[Collected data entries]
------------------------------------------------

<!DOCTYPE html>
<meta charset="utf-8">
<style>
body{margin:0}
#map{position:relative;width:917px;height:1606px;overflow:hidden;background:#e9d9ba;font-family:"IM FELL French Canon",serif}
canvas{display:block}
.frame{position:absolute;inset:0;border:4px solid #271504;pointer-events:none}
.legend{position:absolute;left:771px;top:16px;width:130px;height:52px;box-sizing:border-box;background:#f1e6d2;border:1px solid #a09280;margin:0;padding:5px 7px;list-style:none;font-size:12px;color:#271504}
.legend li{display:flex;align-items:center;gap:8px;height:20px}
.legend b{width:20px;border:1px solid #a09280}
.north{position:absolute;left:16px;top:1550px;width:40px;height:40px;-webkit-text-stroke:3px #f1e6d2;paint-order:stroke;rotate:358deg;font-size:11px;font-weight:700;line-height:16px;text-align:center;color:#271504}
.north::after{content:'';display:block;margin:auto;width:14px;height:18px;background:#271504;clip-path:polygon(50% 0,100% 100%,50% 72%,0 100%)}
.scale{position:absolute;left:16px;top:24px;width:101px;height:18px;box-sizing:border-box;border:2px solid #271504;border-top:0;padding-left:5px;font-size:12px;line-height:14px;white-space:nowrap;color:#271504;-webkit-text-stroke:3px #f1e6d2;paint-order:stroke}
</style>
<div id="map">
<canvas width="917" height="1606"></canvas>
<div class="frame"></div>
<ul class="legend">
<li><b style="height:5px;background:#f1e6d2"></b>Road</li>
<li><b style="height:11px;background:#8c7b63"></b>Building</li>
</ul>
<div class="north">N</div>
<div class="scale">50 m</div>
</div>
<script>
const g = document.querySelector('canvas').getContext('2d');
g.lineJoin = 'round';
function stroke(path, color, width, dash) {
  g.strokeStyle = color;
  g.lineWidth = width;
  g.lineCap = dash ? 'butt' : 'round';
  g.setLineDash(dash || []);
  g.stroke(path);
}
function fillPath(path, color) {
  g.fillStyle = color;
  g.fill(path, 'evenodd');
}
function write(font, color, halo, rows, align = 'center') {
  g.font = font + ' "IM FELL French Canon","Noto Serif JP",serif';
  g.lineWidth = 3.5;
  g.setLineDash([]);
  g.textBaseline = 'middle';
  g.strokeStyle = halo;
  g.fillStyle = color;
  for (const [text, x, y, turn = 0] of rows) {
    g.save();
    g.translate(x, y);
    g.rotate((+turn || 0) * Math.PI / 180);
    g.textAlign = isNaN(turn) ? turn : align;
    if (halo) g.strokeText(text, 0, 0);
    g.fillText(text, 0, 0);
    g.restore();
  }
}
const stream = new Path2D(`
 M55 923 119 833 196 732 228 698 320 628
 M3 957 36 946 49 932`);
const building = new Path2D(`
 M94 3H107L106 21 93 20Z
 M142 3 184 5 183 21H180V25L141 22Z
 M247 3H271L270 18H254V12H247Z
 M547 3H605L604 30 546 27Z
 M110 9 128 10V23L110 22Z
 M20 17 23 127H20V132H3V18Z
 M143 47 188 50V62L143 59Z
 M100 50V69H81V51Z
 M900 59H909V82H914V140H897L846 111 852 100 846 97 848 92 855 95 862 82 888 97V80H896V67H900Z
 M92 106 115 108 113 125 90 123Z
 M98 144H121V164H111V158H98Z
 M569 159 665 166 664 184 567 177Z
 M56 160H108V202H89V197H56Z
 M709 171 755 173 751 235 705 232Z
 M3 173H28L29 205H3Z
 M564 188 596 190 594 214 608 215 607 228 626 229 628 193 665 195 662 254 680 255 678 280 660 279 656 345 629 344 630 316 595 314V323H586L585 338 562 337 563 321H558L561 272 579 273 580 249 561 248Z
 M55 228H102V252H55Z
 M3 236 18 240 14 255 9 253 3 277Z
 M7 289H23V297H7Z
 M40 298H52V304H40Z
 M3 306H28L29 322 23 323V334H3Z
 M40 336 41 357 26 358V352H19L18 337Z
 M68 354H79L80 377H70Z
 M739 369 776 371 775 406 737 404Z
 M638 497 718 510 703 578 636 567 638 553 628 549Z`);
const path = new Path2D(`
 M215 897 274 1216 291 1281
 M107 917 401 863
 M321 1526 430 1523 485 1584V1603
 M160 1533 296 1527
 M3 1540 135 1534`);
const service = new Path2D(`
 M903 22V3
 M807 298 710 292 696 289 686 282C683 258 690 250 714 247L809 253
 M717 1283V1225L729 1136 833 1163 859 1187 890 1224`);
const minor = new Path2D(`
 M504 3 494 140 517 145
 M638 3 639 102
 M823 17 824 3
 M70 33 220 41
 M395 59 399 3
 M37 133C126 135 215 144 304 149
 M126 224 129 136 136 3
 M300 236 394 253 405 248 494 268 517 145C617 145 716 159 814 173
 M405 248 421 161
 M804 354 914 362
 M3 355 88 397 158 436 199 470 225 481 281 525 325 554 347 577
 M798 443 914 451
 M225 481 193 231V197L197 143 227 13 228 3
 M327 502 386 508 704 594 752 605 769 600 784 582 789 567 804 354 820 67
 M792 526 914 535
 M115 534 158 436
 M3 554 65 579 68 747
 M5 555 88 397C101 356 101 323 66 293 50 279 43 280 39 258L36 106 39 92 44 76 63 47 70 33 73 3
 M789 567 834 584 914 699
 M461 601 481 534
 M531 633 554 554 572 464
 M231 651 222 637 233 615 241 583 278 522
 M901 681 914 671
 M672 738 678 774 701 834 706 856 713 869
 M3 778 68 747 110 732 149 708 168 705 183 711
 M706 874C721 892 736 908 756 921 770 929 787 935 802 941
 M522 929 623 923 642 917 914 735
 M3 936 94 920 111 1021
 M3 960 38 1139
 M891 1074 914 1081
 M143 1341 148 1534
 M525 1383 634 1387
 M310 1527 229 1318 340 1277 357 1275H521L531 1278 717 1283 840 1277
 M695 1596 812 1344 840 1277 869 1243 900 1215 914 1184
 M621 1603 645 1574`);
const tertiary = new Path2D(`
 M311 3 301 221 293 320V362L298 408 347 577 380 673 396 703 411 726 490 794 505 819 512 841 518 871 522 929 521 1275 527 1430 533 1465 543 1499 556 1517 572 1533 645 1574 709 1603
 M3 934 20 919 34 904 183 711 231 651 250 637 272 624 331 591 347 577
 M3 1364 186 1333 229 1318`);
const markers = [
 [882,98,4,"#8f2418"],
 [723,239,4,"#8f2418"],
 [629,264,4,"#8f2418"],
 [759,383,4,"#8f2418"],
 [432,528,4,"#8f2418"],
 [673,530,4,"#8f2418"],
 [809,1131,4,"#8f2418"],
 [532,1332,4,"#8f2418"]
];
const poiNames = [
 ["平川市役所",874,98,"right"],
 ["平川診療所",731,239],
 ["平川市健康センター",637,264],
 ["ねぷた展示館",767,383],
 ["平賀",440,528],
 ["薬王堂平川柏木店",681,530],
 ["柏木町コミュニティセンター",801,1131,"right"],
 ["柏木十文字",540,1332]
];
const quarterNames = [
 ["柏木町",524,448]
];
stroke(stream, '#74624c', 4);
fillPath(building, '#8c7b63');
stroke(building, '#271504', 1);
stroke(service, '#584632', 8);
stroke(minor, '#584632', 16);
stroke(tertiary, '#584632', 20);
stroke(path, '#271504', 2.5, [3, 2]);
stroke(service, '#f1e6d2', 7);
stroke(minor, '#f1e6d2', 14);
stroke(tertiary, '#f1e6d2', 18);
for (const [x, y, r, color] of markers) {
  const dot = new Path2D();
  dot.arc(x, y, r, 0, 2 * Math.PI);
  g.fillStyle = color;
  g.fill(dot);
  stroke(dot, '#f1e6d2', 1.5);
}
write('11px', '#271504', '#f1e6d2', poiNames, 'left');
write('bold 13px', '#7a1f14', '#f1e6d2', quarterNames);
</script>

------------------------------------------------

Task instructions: Would you repeat the lines from the one containing "M310 1527 229" through the end of the data, exactly, with nothing before or after them?

Exercise response:
 M310 1527 229 1318 340 1277 357 1275H521L531 1278 717 1283 840 1277
 M695 1596 812 1344 840 1277 869 1243 900 1215 914 1184
 M621 1603 645 1574`);
const tertiary = new Path2D(`
 M311 3 301 221 293 320V362L298 408 347 577 380 673 396 703 411 726 490 794 505 819 512 841 518 871 522 929 521 1275 527 1430 533 1465 543 1499 556 1517 572 1533 645 1574 709 1603
 M3 934 20 919 34 904 183 711 231 651 250 637 272 624 331 591 347 577
 M3 1364 186 1333 229 1318`);
const markers = [
 [882,98,4,"#8f2418"],
 [723,239,4,"#8f2418"],
 [629,264,4,"#8f2418"],
 [759,383,4,"#8f2418"],
 [432,528,4,"#8f2418"],
 [673,530,4,"#8f2418"],
 [809,1131,4,"#8f2418"],
 [532,1332,4,"#8f2418"]
];
const poiNames = [
 ["平川市役所",874,98,"right"],
 ["平川診療所",731,239],
 ["平川市健康センター",637,264],
 ["ねぷた展示館",767,383],
 ["平賀",440,528],
 ["薬王堂平川柏木店",681,530],
 ["柏木町コミュニティセンター",801,1131,"right"],
 ["柏木十文字",540,1332]
];
const quarterNames = [
 ["柏木町",524,448]
];
stroke(stream, '#74624c', 4);
fillPath(building, '#8c7b63');
stroke(building, '#271504', 1);
stroke(service, '#584632', 8);
stroke(minor, '#584632', 16);
stroke(tertiary, '#584632', 20);
stroke(path, '#271504', 2.5, [3, 2]);
stroke(service, '#f1e6d2', 7);
stroke(minor, '#f1e6d2', 14);
stroke(tertiary, '#f1e6d2', 18);
for (const [x, y, r, color] of markers) {
  const dot = new Path2D();
  dot.arc(x, y, r, 0, 2 * Math.PI);
  g.fillStyle = color;
  g.fill(dot);
  stroke(dot, '#f1e6d2', 1.5);
}
write('11px', '#271504', '#f1e6d2', poiNames, 'left');
write('bold 13px', '#7a1f14', '#f1e6d2', quarterNames);
</script>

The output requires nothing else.